> **Description of the task**:
Leaving out the images, transcribe every record below exactly.

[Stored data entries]

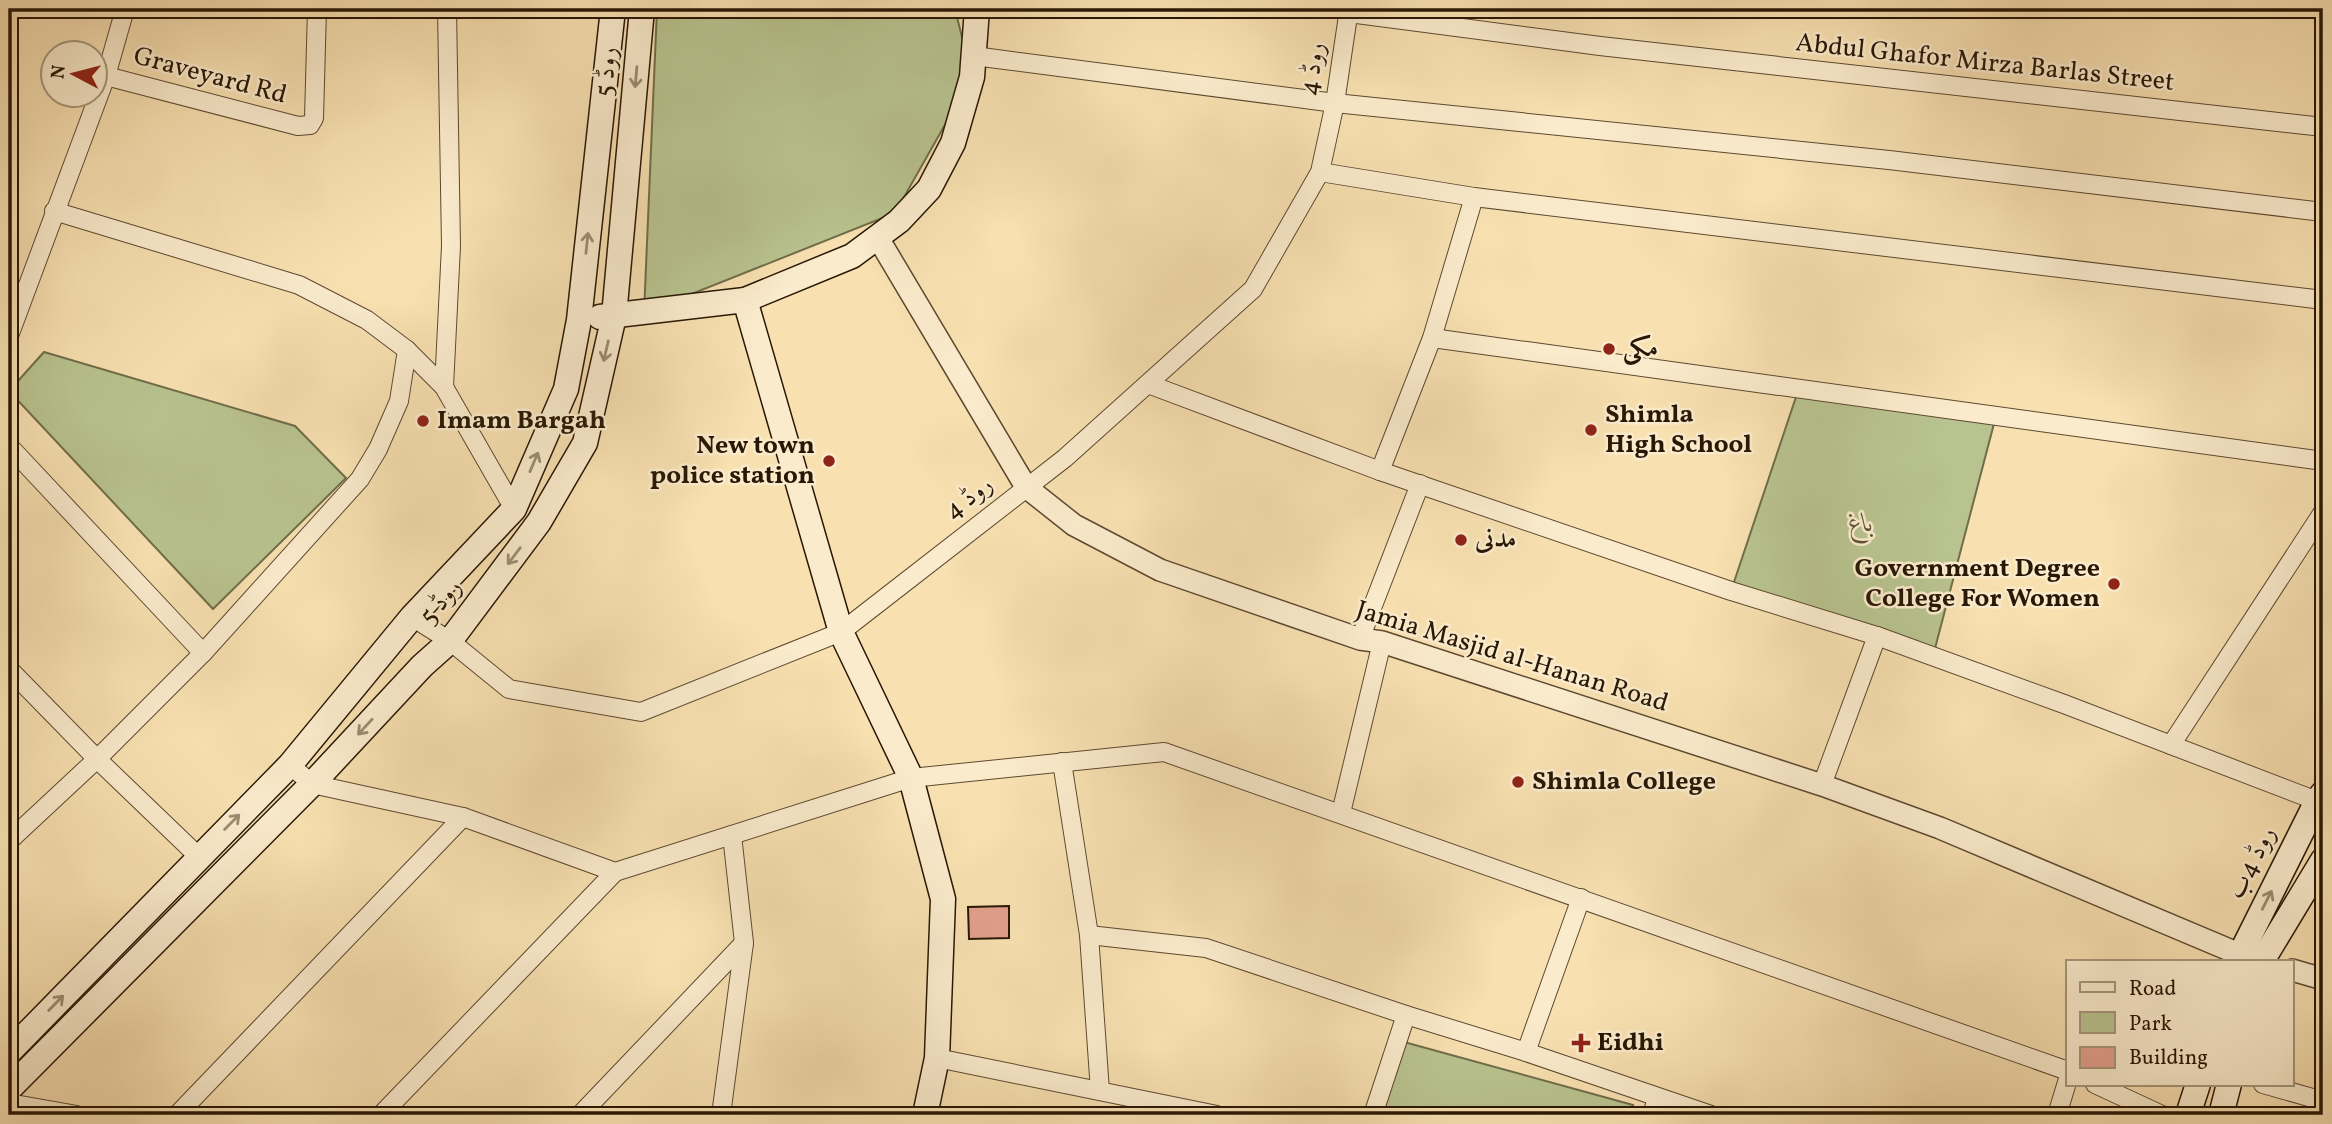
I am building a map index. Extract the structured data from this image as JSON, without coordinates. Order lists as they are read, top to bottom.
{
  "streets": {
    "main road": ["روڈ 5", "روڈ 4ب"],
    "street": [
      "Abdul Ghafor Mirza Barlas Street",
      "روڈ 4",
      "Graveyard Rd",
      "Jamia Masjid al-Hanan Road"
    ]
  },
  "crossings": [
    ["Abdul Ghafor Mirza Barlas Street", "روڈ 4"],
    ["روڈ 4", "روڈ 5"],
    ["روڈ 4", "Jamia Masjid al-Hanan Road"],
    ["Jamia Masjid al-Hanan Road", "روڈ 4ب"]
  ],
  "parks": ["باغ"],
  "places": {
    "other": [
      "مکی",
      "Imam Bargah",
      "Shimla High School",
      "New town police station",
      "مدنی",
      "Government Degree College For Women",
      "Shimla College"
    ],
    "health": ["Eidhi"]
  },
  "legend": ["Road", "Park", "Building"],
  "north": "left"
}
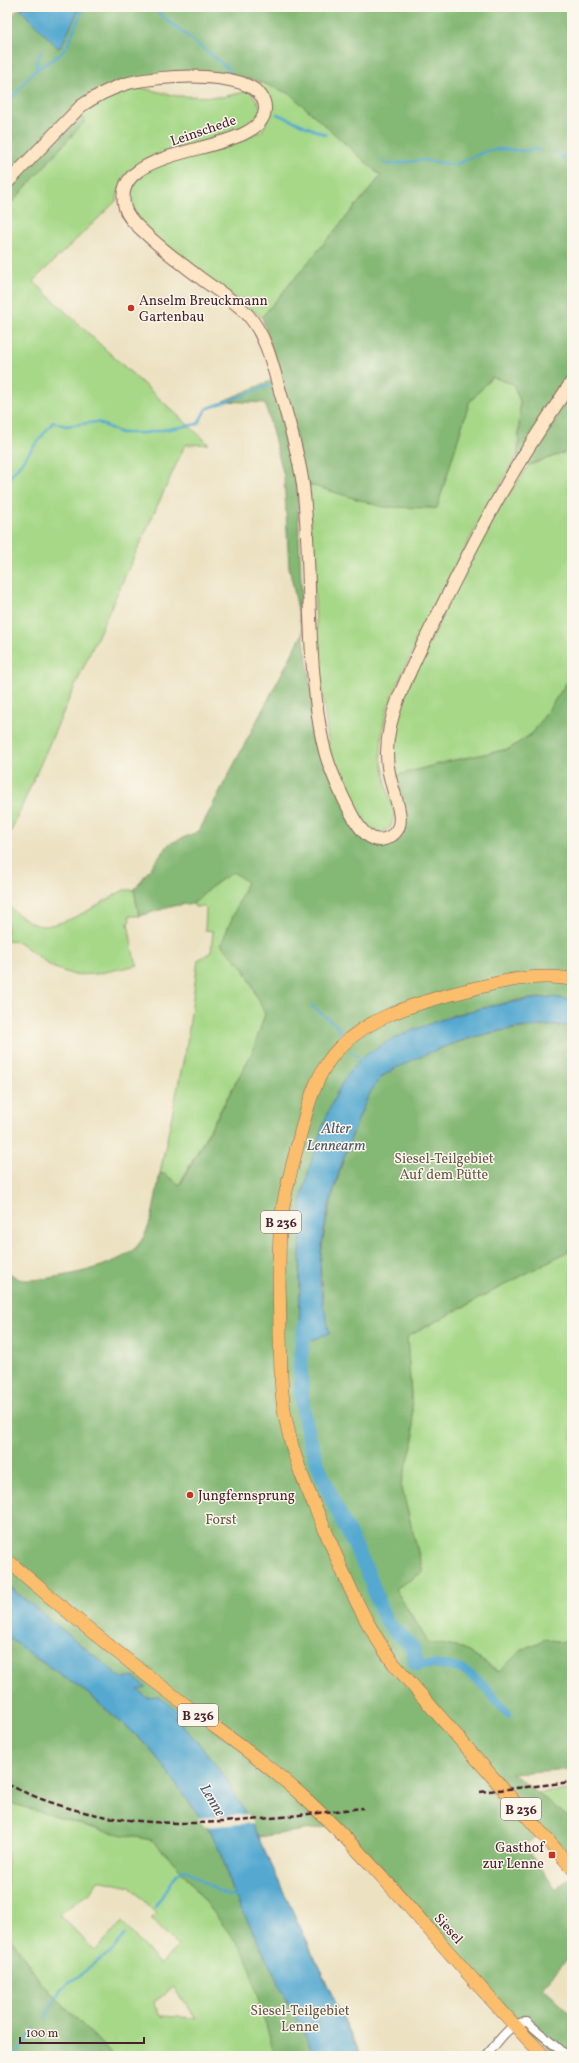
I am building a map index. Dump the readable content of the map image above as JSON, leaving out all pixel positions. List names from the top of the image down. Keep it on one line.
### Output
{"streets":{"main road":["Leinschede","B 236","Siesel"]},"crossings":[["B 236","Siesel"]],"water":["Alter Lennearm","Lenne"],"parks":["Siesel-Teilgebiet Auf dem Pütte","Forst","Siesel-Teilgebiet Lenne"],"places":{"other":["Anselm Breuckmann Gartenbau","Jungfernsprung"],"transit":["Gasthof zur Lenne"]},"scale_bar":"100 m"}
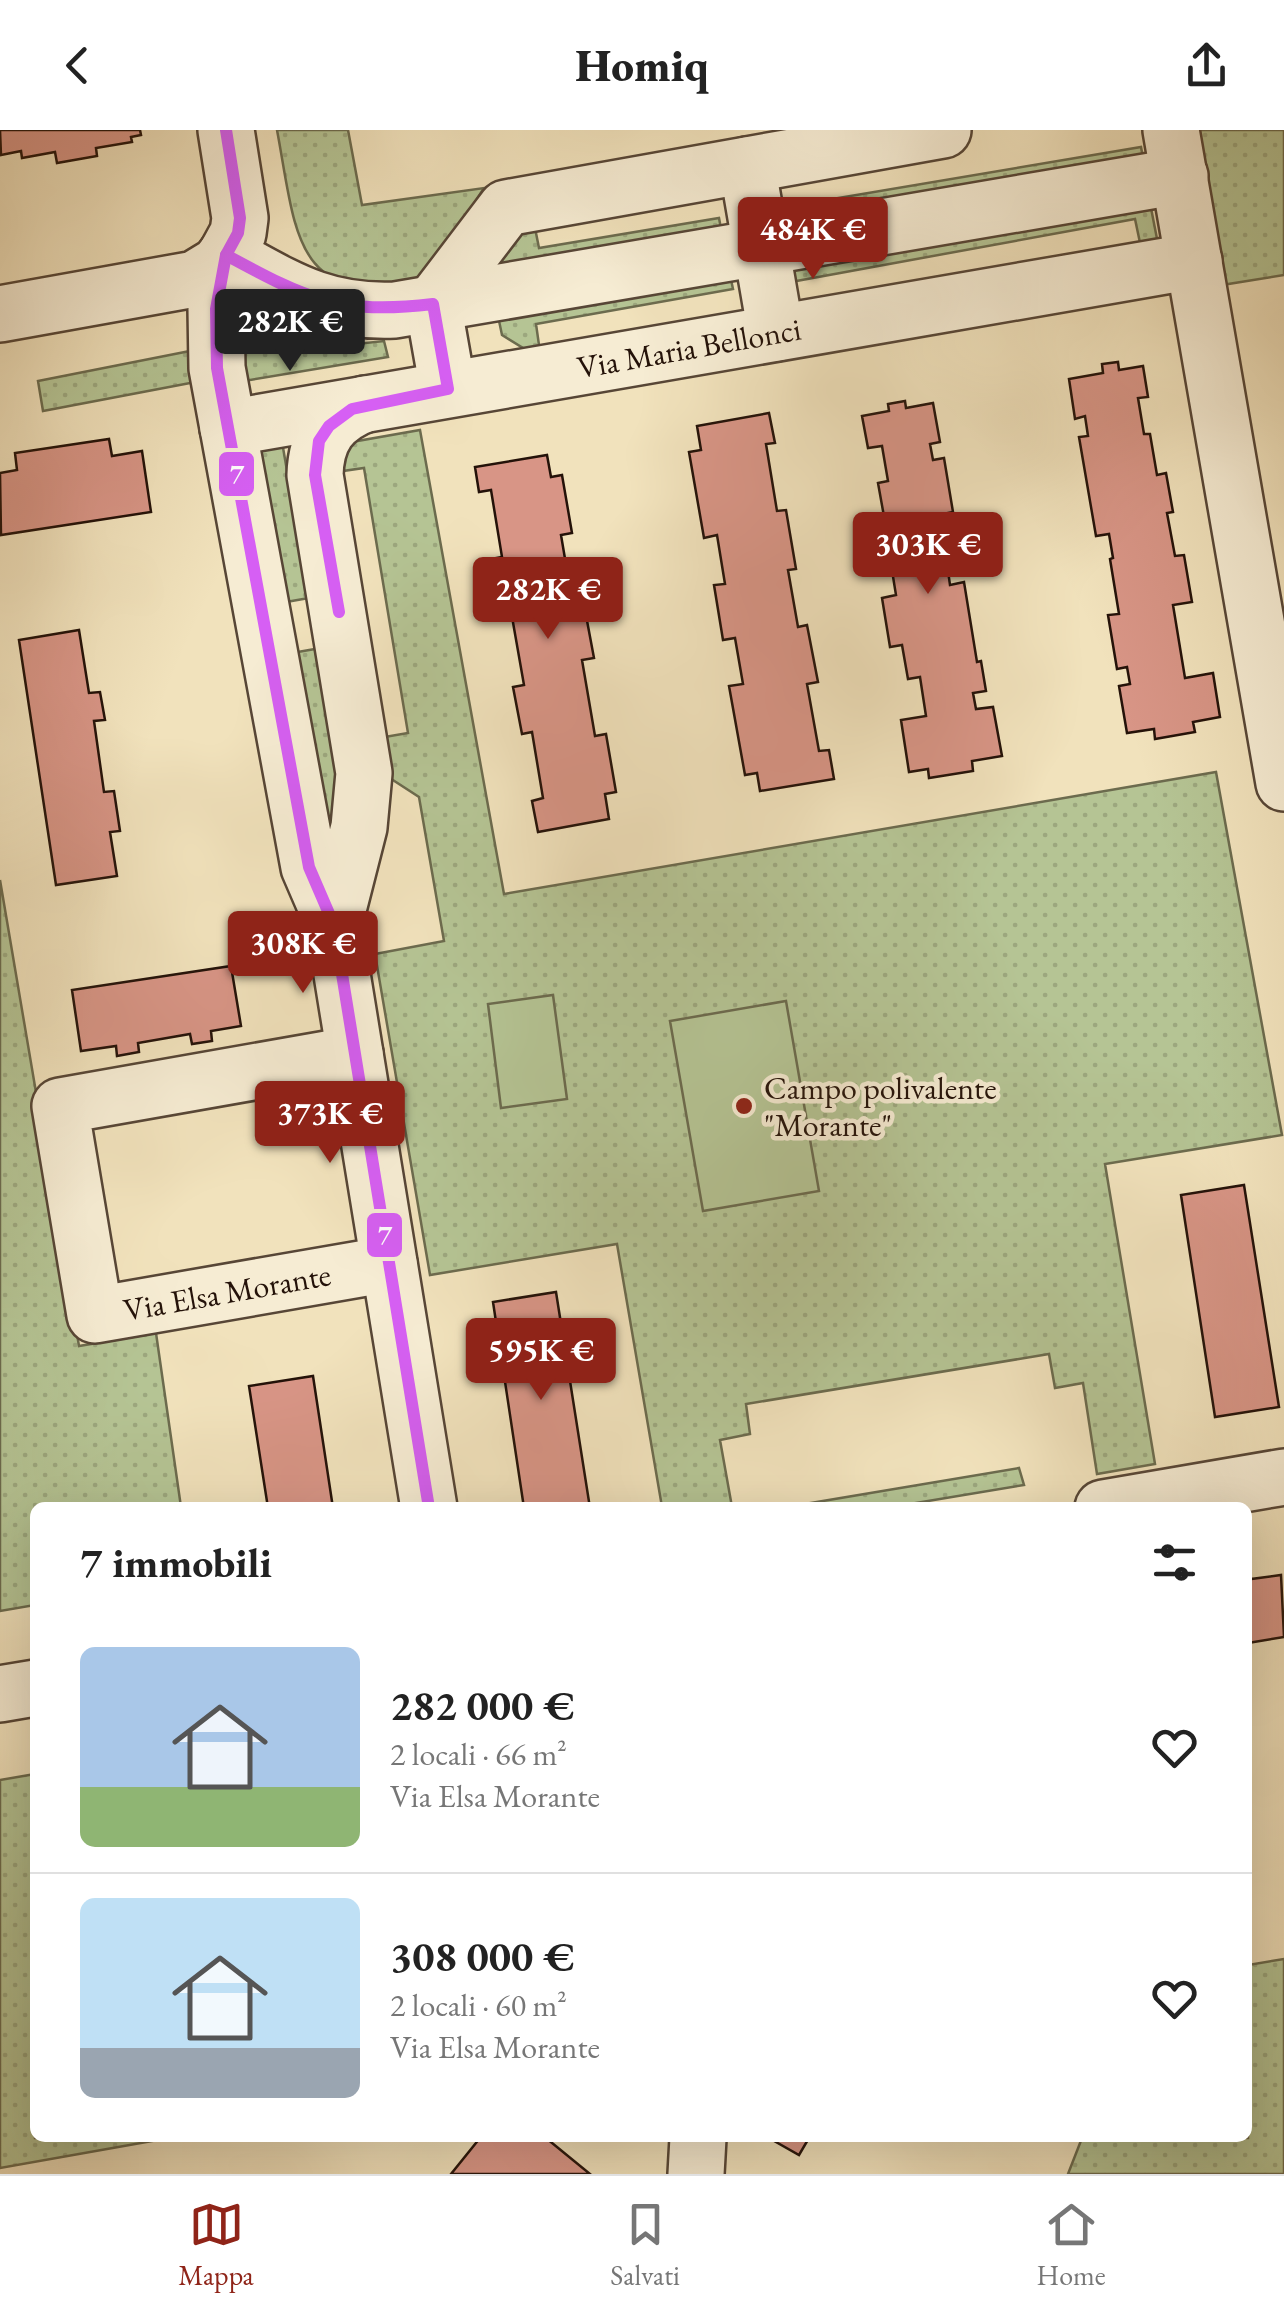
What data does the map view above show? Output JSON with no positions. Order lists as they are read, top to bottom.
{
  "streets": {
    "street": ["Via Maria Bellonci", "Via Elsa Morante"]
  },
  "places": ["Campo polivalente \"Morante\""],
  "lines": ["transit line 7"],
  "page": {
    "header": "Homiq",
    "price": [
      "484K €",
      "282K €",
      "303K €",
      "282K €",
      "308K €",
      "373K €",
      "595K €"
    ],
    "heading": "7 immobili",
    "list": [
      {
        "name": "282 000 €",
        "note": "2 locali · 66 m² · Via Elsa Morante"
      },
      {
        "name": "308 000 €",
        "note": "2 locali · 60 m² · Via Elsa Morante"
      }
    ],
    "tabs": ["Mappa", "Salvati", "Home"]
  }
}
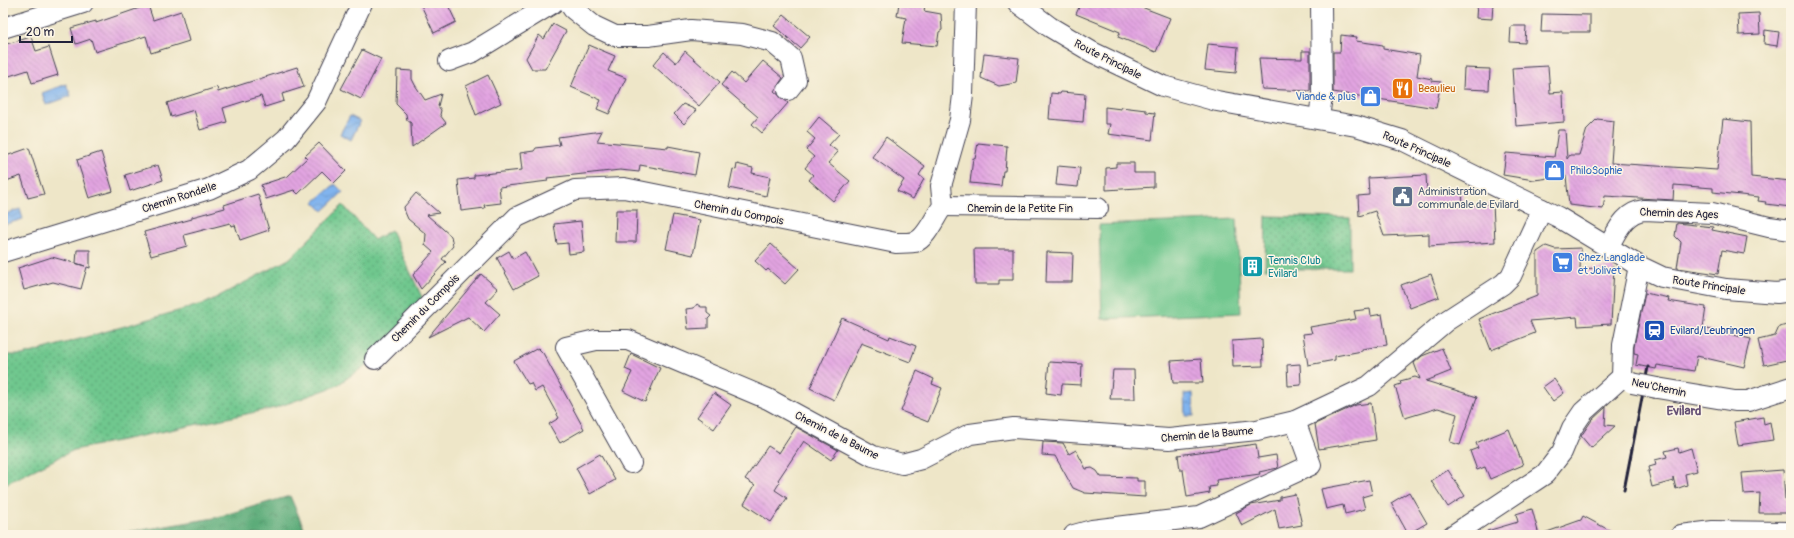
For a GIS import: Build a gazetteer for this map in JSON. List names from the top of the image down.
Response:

> **Task answer**:
I am building a map index. Extract the structured data from this image as JSON, without coordinates. Order lists as they are read, top to bottom.
{
  "streets": {
    "main road": ["روڈ 5", "روڈ 4ب"],
    "street": [
      "Abdul Ghafor Mirza Barlas Street",
      "روڈ 4",
      "Graveyard Rd",
      "Jamia Masjid al-Hanan Road"
    ]
  },
  "crossings": [
    ["Abdul Ghafor Mirza Barlas Street", "روڈ 4"],
    ["روڈ 4", "روڈ 5"],
    ["روڈ 4", "Jamia Masjid al-Hanan Road"],
    ["Jamia Masjid al-Hanan Road", "روڈ 4ب"]
  ],
  "parks": ["باغ"],
  "places": {
    "other": [
      "مکی",
      "Imam Bargah",
      "Shimla High School",
      "New town police station",
      "مدنی",
      "Government Degree College For Women",
      "Shimla College"
    ],
    "health": ["Eidhi"]
  },
  "legend": ["Road", "Park", "Building"],
  "north": "left"
}
I am building a map index. Dump the readable content of the map image above as JSON, leaving out all pixel positions. List names from the top of the image down. Keep it on one line.
### Output
{"streets":{"main road":["Leinschede","B 236","Siesel"]},"crossings":[["B 236","Siesel"]],"water":["Alter Lennearm","Lenne"],"parks":["Siesel-Teilgebiet Auf dem Pütte","Forst","Siesel-Teilgebiet Lenne"],"places":{"other":["Anselm Breuckmann Gartenbau","Jungfernsprung"],"transit":["Gasthof zur Lenne"]},"scale_bar":"100 m"}
What data does the map view above show? Output JSON with no positions. Order lists as they are read, top to bottom.
{
  "streets": {
    "street": ["Via Maria Bellonci", "Via Elsa Morante"]
  },
  "places": ["Campo polivalente \"Morante\""],
  "lines": ["transit line 7"],
  "page": {
    "header": "Homiq",
    "price": [
      "484K €",
      "282K €",
      "303K €",
      "282K €",
      "308K €",
      "373K €",
      "595K €"
    ],
    "heading": "7 immobili",
    "list": [
      {
        "name": "282 000 €",
        "note": "2 locali · 66 m² · Via Elsa Morante"
      },
      {
        "name": "308 000 €",
        "note": "2 locali · 60 m² · Via Elsa Morante"
      }
    ],
    "tabs": ["Mappa", "Salvati", "Home"]
  }
}
For a GIS import: Build a gazetteer for this map in JSON. List names from the top of the image down.
Response:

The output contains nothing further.